The NCI High Performance Computing (HPC) and High Performance Data (HPD) Platform to Support the Analysis of Petascale Environmental Data Collections

Evans, Ben

IN53A-3798:

The NCI High Performance Computing (HPC) and High Performance Data (HPD) Platform to Support the Analysis of Petascale Environmental Data Collections

Friday, 19 December 2014

Ben James Kingston Evans¹, Tim Pugh², Lesley A Wyborn³, David Porter⁴, Chris Allen⁴, Jon Smillie⁴, Joseph Antony⁴, Claire Trenham⁴, Bradley John Evans⁵, Duan Beckett², Tim Erwin⁶, Edward King⁷, Jonathan Hodge⁸, Robert Woodcock⁹, Ryan Fraser¹⁰ and David Tondl Lescinsky¹¹, (1)Australian National University, Canberra, ACT, Australia, (2)Bureau of Meteorology, Melbourne, Australia, (3)Geoscience Australia, Canberra, ACT, Australia, (4)Australian National University, Canberra, Australia, (5)Macquarie University, SOUTH TURRAMURRA, Australia, (6)Commonwealth Scientific and Industrial Research Organisation - CSIRO, Melbourne, Australia, (7)CSIRO Marine and Atmospheric Research Hobart, Hobart, Australia, (8)Commonwealth Scientific and Industrial Research Organisation - CSIRO, Brisbane, Australia, (9)CSIRO Land and Water Canberra, Canberra, Australia, (10)CSIRO, Kensington, WA, Australia, (11)Geoscience Australia, Canberra, Australia

Abstract:

The National Computational Infrastructure (NCI) has co-located a priority set of national data assets within a HPC research platform. This powerful in-situ computational platform has been created to help serve and analyse the massive amounts of data across the spectrum of environmental collections – in particular the climate, observational data and geoscientific domains. This paper examines the infrastructure, innovation and opportunity for this significant research platform.

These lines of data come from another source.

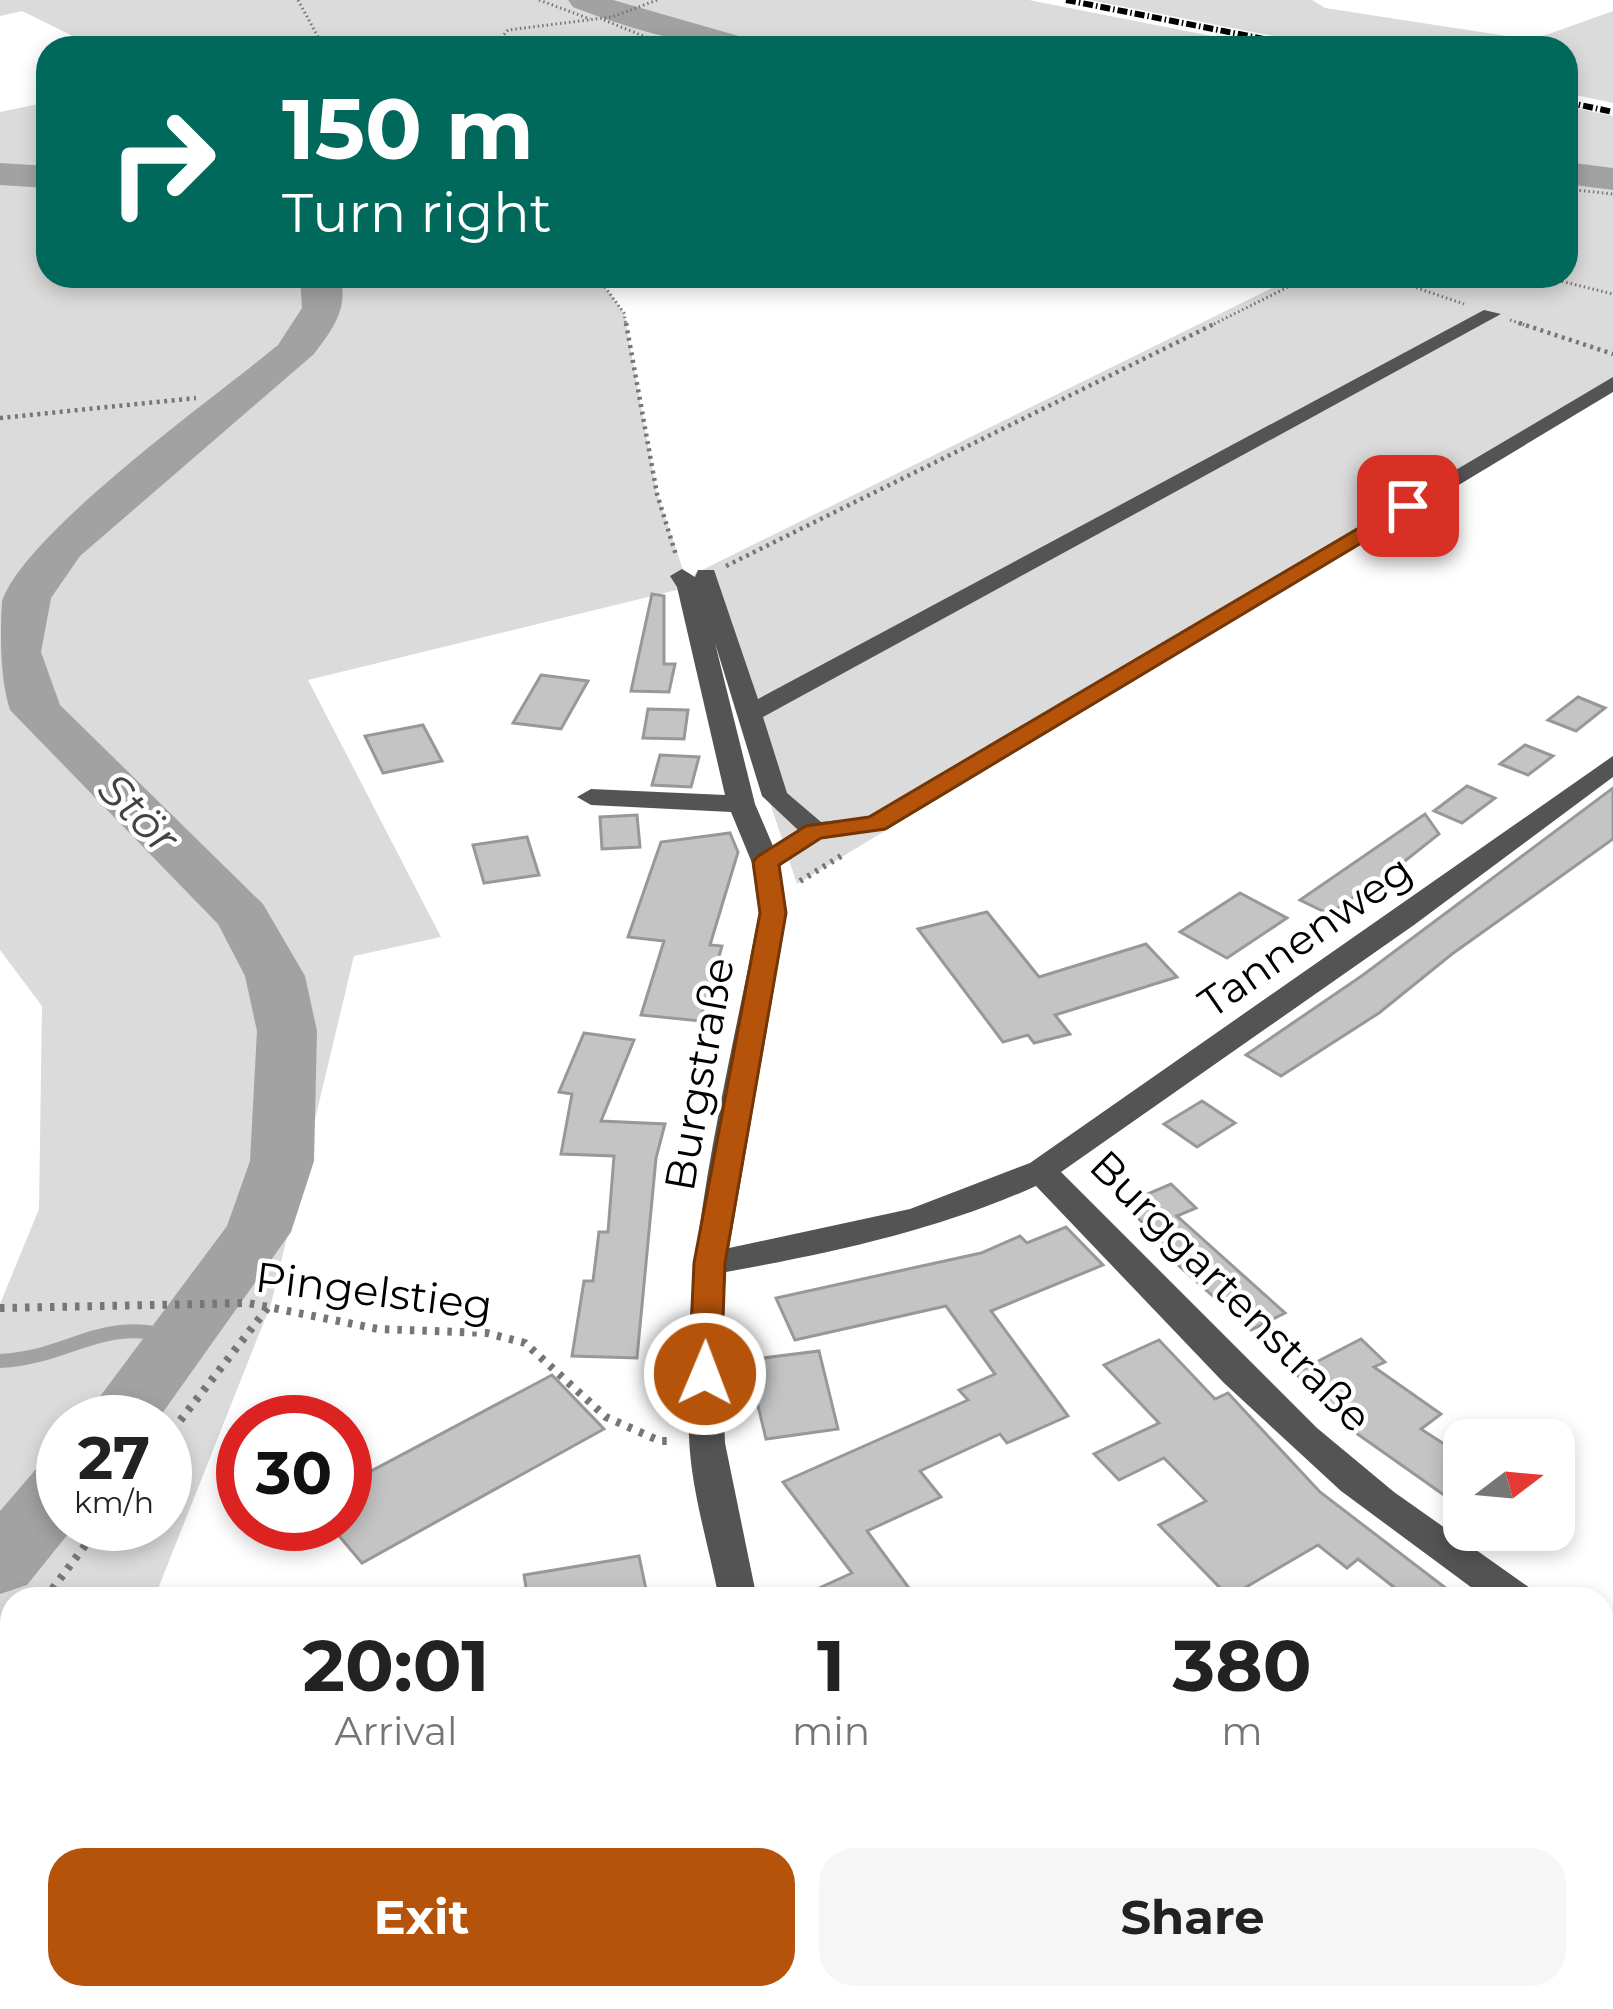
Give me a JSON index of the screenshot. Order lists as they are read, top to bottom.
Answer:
{
  "streets": {
    "street": ["Tannenweg", "Burgstraße", "Burggartenstraße"],
    "path": ["Pingelstieg"]
  },
  "crossings": [
    ["Tannenweg", "Burggartenstraße"],
    ["Burgstraße", "Pingelstieg"],
    ["Burgstraße", "Burggartenstraße"]
  ],
  "water": ["Stör"],
  "north": "right",
  "page": {
    "turn": ["150 m", "Turn right"],
    "speed": "27 km/h",
    "limit": "30",
    "eta": [
      "20:01",
      "Arrival",
      "1",
      "min",
      "380",
      "m"
    ],
    "buttons": ["Exit", "Share"]
  }
}
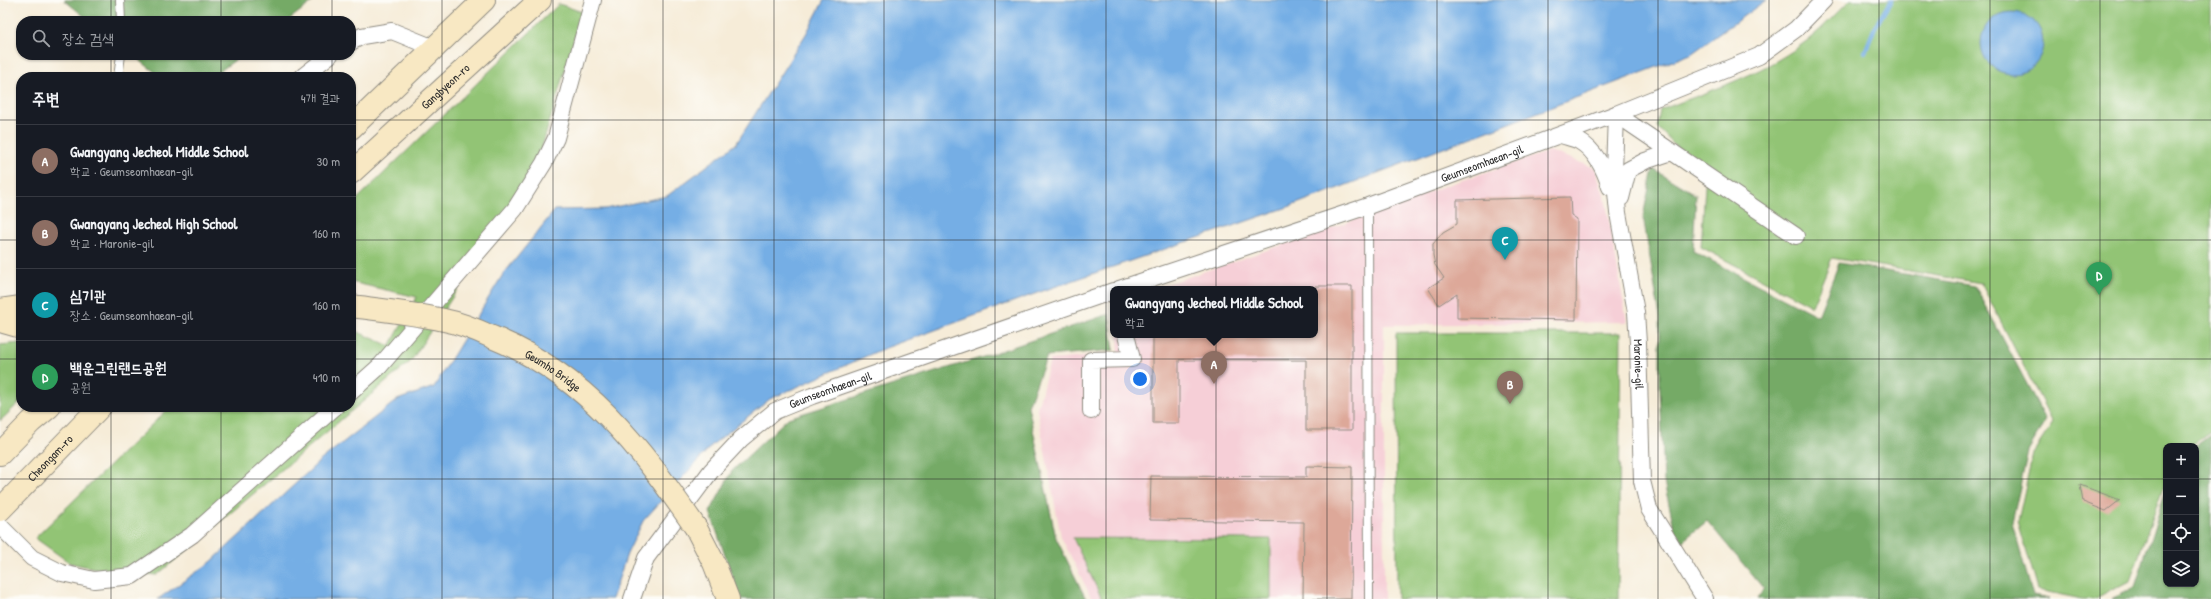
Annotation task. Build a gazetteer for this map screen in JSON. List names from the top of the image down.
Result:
{
  "streets": {
    "main road": ["Gangbyeon-ro", "Geumho Bridge", "Cheongam-ro"],
    "street": ["Geumseomhaean-gil", "Maronie-gil"]
  },
  "crossings": [
    ["Geumseomhaean-gil", "Maronie-gil"]
  ],
  "page": {
    "search": "장소 검색",
    "heading": ["주변", "4개 결과"],
    "list": [
      {
        "mark": "A",
        "name": "Gwangyang Jecheol Middle School",
        "note": "학교 · Geumseomhaean-gil",
        "value": "30 m"
      },
      {
        "mark": "B",
        "name": "Gwangyang Jecheol High School",
        "note": "학교 · Maronie-gil",
        "value": "160 m"
      },
      {
        "mark": "C",
        "name": "심기관",
        "note": "장소 · Geumseomhaean-gil",
        "value": "160 m"
      },
      {
        "mark": "D",
        "name": "백운그린랜드공원",
        "note": "공원",
        "value": "410 m"
      }
    ],
    "pins": [
      "C",
      "D",
      "A",
      "B"
    ],
    "popup": ["Gwangyang Jecheol Middle School", "학교"],
    "map_buttons": ["+", "−"]
  }
}
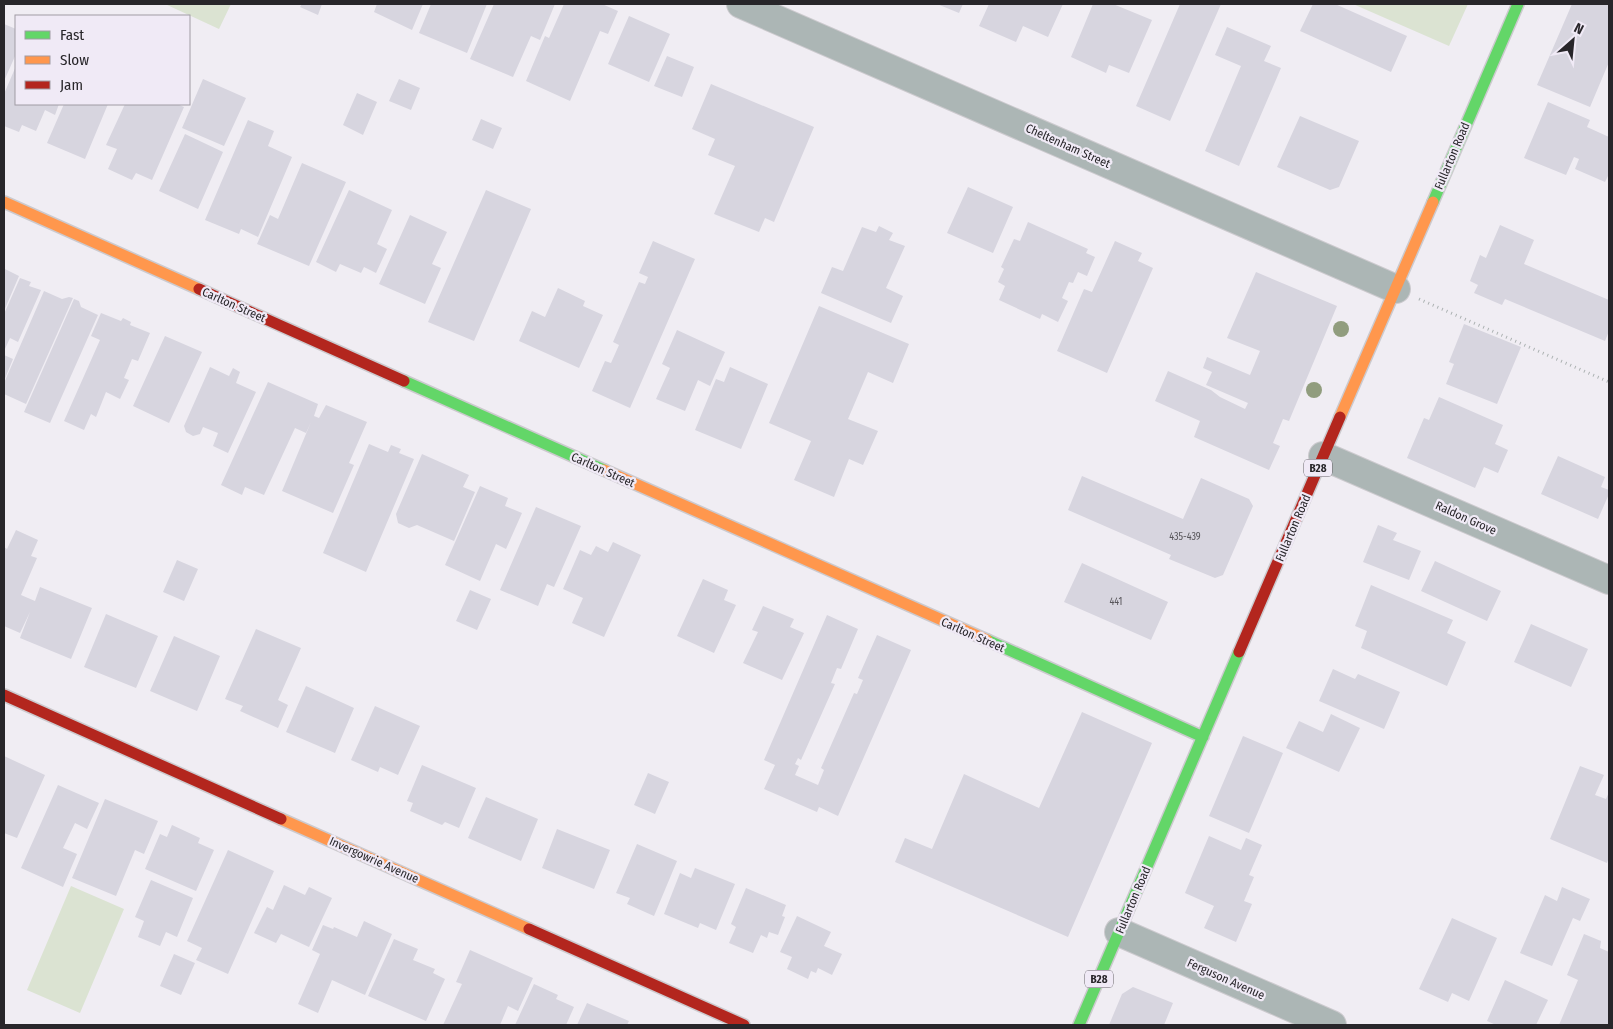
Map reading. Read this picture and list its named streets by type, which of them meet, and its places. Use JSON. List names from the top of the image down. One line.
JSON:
{"streets":{"street":["Cheltenham Street","Fullarton Road","Carlton Street","B28","Raldon Grove","Invergowrie Avenue","Ferguson Avenue"]},"crossings":[["Cheltenham Street","Fullarton Road"],["Fullarton Road","Carlton Street"],["Fullarton Road","Raldon Grove"],["Fullarton Road","Ferguson Avenue"]],"house_numbers":["435-439","441"],"legend":["Fast","Slow","Jam"],"north":"top right"}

NCI currently manages nationally significant data collections (10+ PB) categorised as 1) earth system sciences, climate and weather model data assets and products, 2) earth and marine observations and products, 3) geosciences, 4) terrestrial ecosystem, 5) water management and hydrology, and 6) astronomy, social science and biosciences. The data is largely sourced from the NCI partners (who include the custodians of many of the national scientific records), major research communities, and collaborating overseas organisations. By co-locating these large valuable data assets, new opportunities have arisen by harmonising the data collections, making a powerful transdisciplinary research platform

The data is accessible within an integrated HPC-HPD environment - a 1.2 PFlop supercomputer (Raijin), a HPC class 3000 core OpenStack cloud system and several highly connected large scale and high-bandwidth Lustre filesystems.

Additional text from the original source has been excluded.